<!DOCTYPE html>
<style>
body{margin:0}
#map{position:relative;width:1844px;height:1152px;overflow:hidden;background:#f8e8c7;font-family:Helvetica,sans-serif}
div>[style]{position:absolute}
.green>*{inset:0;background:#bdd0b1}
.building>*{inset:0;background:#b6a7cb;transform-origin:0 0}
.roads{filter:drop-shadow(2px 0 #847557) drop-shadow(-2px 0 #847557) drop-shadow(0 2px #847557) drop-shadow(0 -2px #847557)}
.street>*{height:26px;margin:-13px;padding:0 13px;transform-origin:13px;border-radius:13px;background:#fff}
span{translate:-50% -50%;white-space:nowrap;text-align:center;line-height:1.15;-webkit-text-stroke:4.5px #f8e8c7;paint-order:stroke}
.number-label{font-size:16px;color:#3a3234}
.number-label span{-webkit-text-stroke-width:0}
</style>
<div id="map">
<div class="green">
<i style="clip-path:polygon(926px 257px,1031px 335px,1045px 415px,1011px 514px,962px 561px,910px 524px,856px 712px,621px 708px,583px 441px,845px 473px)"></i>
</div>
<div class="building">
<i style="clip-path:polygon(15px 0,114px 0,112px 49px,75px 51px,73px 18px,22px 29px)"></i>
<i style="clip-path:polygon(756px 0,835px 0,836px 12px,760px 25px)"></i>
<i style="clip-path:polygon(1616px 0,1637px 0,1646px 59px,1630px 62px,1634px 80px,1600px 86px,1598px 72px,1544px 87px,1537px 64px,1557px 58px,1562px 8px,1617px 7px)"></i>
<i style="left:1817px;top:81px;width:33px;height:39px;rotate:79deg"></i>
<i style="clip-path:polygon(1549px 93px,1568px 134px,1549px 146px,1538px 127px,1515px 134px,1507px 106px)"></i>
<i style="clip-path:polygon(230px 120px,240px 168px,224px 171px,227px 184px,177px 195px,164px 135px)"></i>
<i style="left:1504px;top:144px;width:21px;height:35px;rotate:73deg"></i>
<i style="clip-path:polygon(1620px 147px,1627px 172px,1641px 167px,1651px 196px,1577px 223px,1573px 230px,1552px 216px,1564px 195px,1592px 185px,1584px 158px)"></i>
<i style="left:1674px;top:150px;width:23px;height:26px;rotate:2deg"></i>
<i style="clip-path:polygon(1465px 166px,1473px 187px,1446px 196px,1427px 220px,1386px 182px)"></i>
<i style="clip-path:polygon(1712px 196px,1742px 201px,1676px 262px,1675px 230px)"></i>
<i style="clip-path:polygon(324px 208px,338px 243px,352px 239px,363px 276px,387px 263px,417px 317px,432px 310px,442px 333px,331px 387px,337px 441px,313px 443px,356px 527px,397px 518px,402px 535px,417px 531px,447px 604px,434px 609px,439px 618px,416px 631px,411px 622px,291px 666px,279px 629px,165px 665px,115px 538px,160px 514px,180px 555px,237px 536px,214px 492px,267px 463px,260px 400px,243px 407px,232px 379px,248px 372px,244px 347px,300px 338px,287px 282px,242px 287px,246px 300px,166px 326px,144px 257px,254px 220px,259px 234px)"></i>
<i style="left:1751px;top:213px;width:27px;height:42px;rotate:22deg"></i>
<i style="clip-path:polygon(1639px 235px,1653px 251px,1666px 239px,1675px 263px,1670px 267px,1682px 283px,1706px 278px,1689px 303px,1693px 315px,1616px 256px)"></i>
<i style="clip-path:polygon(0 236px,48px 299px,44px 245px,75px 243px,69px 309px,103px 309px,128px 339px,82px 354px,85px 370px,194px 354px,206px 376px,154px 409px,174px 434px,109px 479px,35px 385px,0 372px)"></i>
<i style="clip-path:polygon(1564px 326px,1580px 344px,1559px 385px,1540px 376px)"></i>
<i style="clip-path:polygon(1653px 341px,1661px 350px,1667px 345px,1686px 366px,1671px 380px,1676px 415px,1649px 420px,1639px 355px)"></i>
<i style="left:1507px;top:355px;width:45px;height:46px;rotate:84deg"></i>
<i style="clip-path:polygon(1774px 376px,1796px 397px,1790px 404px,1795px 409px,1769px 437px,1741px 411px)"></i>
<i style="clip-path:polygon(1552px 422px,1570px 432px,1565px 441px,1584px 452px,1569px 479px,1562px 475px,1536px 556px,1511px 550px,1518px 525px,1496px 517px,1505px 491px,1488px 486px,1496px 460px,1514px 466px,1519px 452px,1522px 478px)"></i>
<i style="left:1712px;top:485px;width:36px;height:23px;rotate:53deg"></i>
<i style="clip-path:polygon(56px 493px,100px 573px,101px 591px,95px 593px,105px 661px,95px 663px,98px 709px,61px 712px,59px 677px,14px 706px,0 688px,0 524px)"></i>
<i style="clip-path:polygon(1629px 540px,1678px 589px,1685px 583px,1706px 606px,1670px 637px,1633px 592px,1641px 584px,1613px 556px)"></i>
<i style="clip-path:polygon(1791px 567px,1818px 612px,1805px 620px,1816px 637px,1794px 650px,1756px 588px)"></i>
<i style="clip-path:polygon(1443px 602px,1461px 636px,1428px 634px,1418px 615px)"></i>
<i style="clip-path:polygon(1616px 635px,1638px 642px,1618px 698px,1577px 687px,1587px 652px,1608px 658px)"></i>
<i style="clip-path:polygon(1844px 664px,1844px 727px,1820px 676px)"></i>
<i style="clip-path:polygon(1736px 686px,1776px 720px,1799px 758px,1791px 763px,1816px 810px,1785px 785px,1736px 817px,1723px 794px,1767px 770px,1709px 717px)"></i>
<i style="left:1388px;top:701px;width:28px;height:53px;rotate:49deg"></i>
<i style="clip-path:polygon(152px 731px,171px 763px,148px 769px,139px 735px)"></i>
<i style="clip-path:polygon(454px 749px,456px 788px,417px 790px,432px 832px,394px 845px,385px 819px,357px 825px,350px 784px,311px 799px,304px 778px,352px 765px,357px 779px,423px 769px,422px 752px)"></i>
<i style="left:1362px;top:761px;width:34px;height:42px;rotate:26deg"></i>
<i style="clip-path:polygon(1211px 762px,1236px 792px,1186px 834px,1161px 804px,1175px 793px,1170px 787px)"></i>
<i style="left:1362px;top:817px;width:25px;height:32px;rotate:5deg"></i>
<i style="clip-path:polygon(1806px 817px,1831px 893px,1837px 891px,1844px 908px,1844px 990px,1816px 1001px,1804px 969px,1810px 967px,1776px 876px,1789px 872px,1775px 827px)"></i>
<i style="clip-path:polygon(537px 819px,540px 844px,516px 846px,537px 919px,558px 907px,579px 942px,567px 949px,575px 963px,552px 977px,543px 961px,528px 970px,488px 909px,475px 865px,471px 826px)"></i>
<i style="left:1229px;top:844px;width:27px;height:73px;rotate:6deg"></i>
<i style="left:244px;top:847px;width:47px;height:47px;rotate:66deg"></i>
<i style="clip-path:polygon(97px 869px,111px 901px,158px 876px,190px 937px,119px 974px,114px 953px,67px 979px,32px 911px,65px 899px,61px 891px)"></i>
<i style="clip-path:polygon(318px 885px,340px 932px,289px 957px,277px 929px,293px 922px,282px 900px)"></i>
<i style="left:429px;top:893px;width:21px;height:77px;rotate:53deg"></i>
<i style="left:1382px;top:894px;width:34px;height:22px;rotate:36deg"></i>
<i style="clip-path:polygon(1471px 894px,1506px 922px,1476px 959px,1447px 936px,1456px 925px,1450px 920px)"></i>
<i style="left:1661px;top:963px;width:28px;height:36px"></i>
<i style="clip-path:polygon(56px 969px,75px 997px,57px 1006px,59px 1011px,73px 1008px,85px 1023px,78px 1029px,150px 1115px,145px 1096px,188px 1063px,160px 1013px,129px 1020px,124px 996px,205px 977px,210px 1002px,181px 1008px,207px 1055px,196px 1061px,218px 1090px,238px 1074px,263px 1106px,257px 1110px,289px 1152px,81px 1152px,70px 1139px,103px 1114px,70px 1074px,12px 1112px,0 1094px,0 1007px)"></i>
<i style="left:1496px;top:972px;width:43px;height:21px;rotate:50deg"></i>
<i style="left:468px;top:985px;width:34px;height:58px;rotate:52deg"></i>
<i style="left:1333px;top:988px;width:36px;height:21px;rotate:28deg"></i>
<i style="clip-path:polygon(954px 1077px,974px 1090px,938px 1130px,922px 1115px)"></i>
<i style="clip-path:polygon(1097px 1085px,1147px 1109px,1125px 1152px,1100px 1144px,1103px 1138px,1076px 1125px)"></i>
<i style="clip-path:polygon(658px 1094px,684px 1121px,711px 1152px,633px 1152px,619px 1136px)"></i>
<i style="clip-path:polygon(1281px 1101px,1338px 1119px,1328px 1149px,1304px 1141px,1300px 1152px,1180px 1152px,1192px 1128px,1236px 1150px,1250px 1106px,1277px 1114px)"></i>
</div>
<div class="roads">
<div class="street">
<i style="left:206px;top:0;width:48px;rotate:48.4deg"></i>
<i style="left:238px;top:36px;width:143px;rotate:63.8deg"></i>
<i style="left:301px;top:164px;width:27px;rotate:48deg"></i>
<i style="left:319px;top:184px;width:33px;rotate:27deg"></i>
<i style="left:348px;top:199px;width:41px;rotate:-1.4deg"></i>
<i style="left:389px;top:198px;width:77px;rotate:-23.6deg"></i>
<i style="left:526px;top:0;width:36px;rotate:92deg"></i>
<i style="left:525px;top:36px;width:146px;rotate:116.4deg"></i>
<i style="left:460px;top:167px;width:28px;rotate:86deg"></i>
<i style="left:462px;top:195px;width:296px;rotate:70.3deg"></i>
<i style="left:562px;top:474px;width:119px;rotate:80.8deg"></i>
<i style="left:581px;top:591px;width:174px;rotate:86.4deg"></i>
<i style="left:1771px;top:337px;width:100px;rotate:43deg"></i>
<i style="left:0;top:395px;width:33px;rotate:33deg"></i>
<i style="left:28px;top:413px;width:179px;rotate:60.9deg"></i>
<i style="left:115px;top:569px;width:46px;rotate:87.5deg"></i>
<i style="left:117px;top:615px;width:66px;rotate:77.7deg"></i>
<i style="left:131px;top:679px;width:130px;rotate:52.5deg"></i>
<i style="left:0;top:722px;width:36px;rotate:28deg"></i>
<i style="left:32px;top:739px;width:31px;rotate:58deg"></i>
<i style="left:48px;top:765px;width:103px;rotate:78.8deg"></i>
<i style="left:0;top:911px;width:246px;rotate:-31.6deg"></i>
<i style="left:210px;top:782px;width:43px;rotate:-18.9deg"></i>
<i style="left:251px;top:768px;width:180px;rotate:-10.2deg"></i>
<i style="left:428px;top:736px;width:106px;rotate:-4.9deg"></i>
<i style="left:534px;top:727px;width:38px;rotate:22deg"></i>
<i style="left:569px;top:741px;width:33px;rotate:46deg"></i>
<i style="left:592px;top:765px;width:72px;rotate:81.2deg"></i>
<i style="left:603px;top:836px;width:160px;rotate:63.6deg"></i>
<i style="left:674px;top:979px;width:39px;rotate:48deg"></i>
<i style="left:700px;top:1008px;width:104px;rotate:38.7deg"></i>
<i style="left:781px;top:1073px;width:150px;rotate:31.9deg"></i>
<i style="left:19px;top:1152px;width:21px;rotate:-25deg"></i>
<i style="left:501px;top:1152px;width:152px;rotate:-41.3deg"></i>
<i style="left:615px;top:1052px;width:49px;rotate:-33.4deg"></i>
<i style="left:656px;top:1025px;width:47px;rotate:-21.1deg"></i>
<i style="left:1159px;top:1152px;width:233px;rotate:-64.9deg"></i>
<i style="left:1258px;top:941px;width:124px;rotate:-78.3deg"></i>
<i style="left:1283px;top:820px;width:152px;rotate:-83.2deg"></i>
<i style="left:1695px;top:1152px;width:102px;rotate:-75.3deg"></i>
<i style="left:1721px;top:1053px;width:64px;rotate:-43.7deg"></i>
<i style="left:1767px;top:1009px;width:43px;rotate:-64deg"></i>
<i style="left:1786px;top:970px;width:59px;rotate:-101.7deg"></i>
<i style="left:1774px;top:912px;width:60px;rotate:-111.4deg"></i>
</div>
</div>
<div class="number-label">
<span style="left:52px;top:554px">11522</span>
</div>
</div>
□ □ □ □ □ □ □
WHAT THE EXERCISE ASKS: Give back the listing exactly, please, from its first line to the line containing "0 #847557) drop-shadow(-2px", inclusive, and nothing past that line.

RESPONSE BOX:
<!DOCTYPE html>
<style>
body{margin:0}
#map{position:relative;width:1844px;height:1152px;overflow:hidden;background:#f8e8c7;font-family:Helvetica,sans-serif}
div>[style]{position:absolute}
.green>*{inset:0;background:#bdd0b1}
.building>*{inset:0;background:#b6a7cb;transform-origin:0 0}
.roads{filter:drop-shadow(2px 0 #847557) drop-shadow(-2px 0 #847557) drop-shadow(0 2px #847557) drop-shadow(0 -2px #847557)}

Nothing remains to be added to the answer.